TASK PROMPT: Where does the word "JSON" appear in the data? Copy every line that holds it.

DATA FOR ANALYSIS:
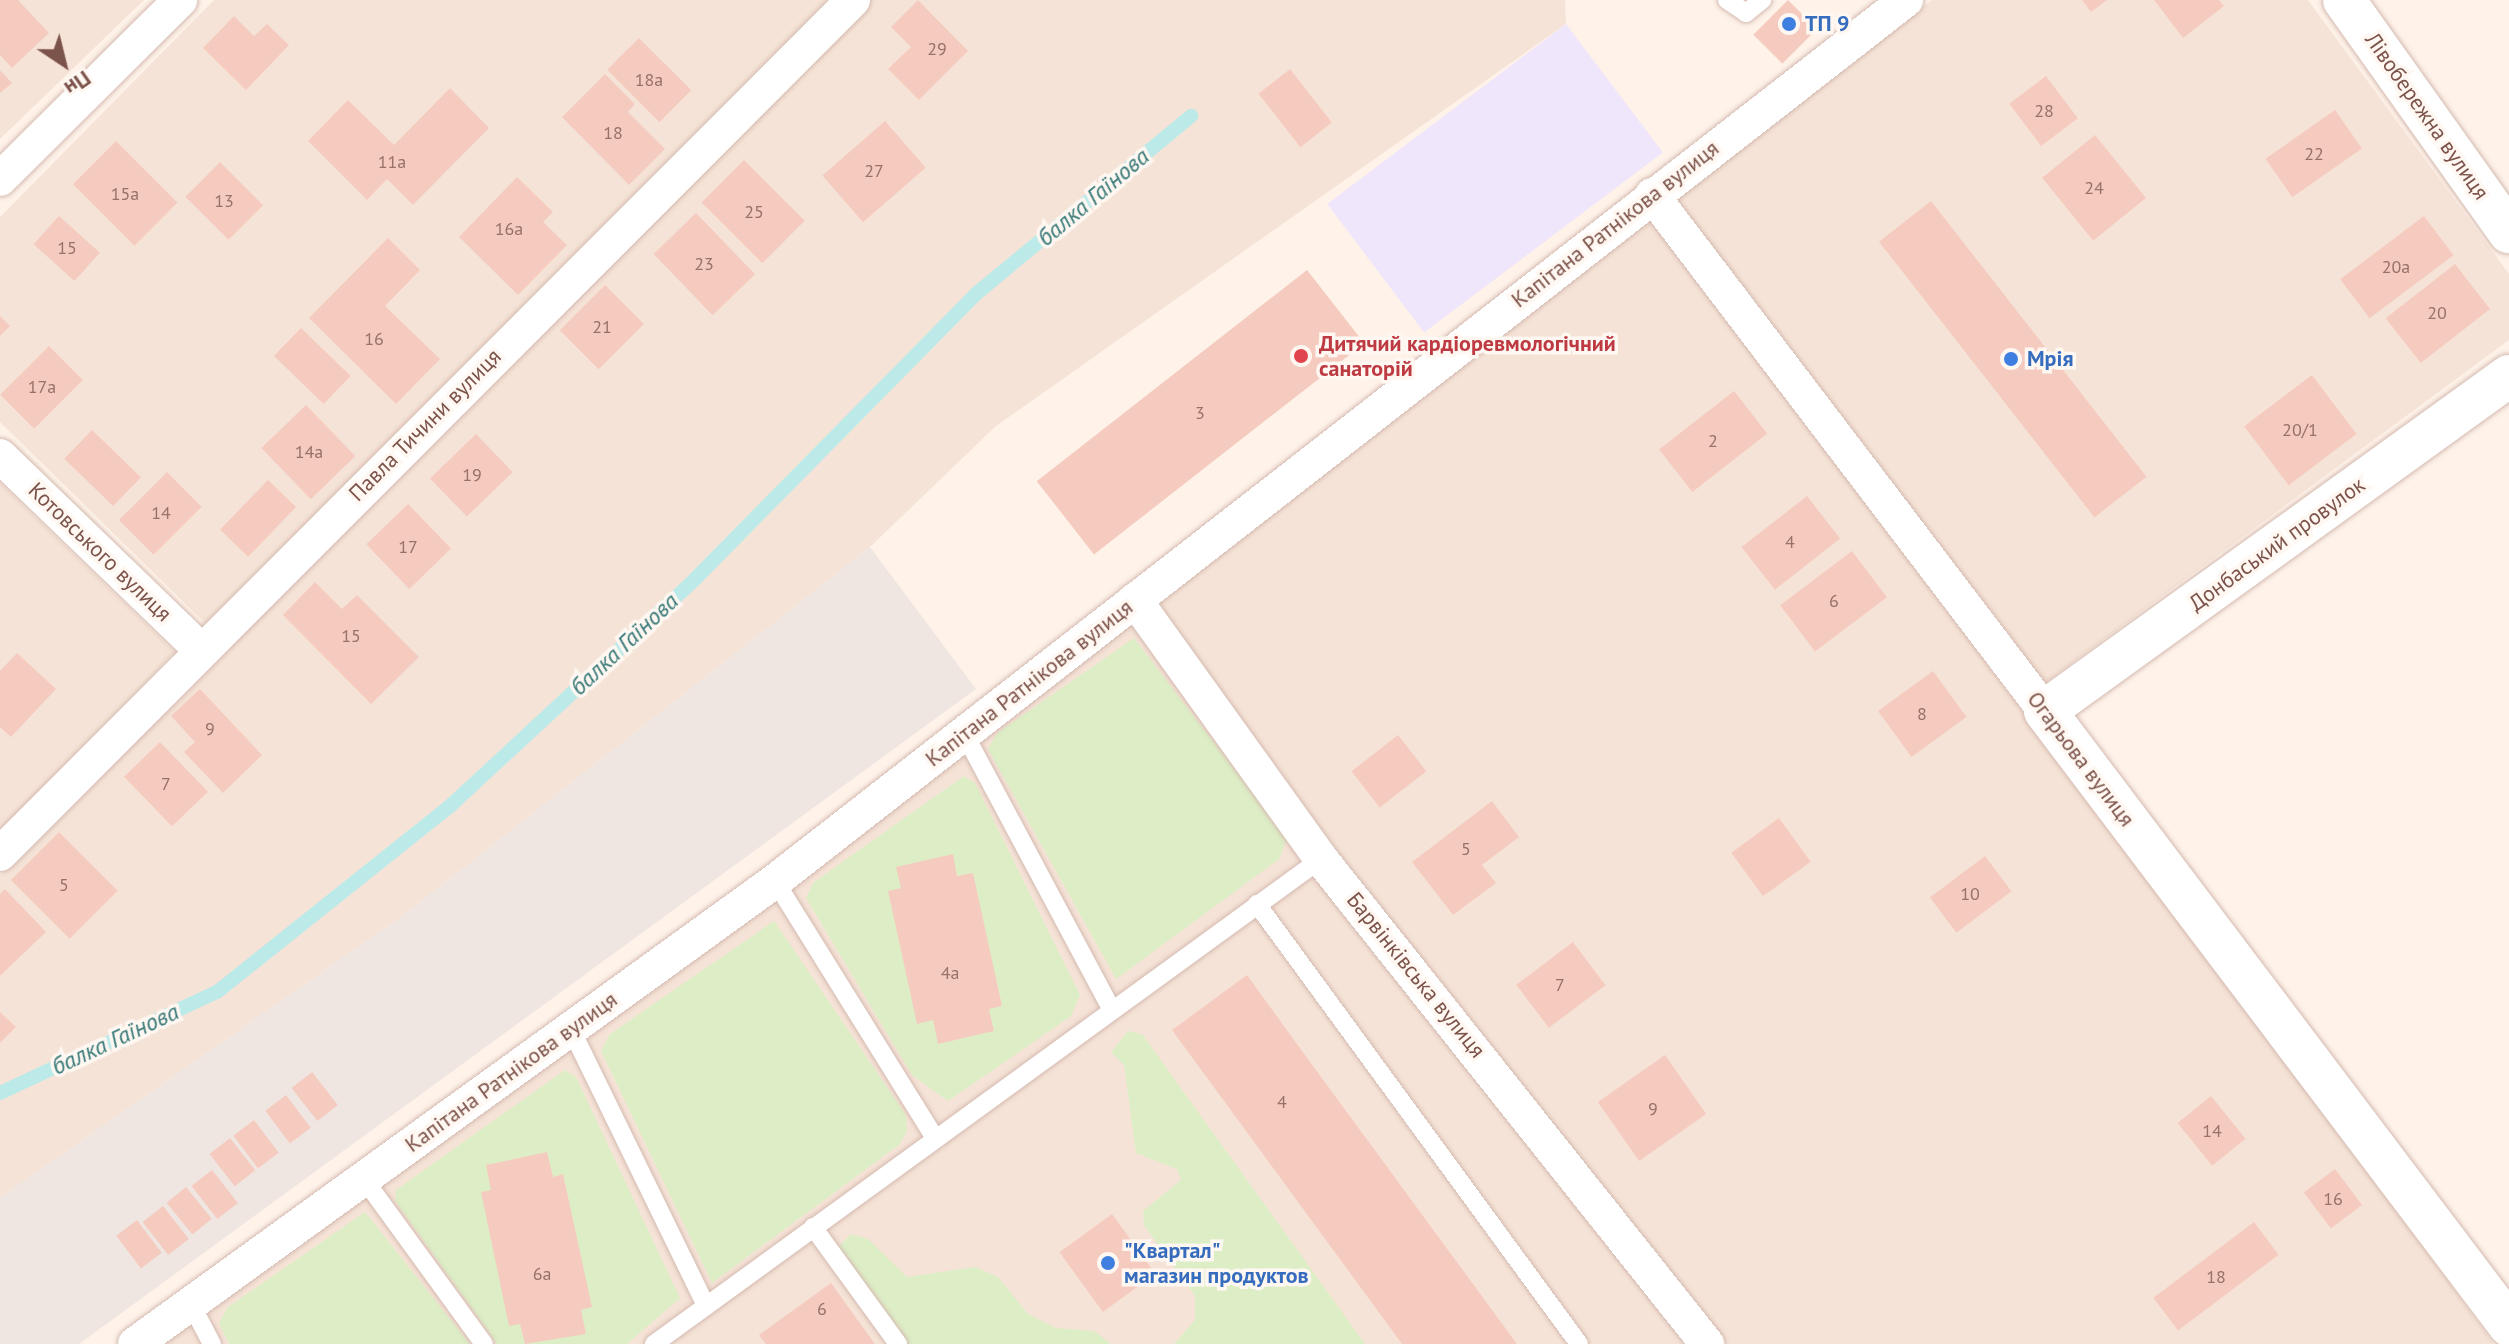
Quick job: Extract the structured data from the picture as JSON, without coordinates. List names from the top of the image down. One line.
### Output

---

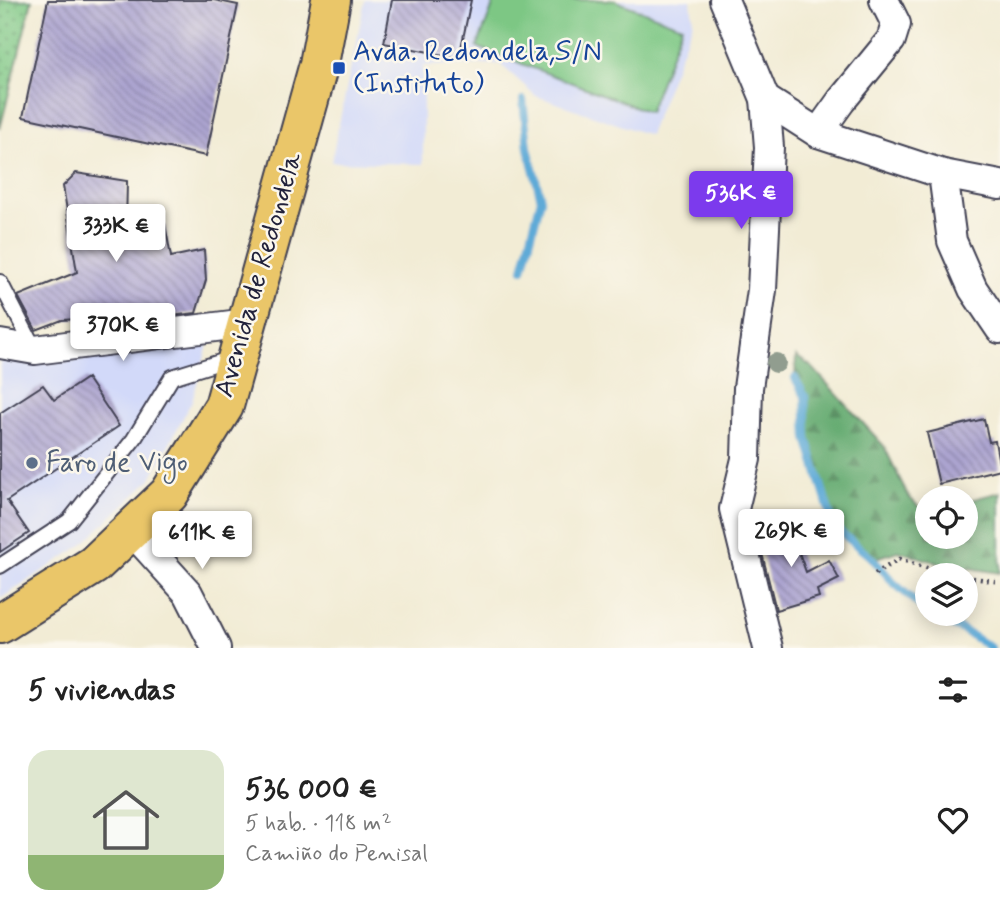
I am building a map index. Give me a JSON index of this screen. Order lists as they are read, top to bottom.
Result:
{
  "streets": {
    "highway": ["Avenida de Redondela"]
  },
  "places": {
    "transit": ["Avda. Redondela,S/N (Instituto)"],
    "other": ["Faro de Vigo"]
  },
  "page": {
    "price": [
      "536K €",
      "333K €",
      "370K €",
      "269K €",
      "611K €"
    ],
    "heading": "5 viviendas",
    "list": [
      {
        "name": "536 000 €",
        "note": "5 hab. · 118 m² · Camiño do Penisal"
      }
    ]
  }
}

YOUR SOLUTION:
Quick job: Extract the structured data from the picture as JSON, without coordinates. List names from the top of the image down. One line.
I am building a map index. Give me a JSON index of this screen. Order lists as they are read, top to bottom.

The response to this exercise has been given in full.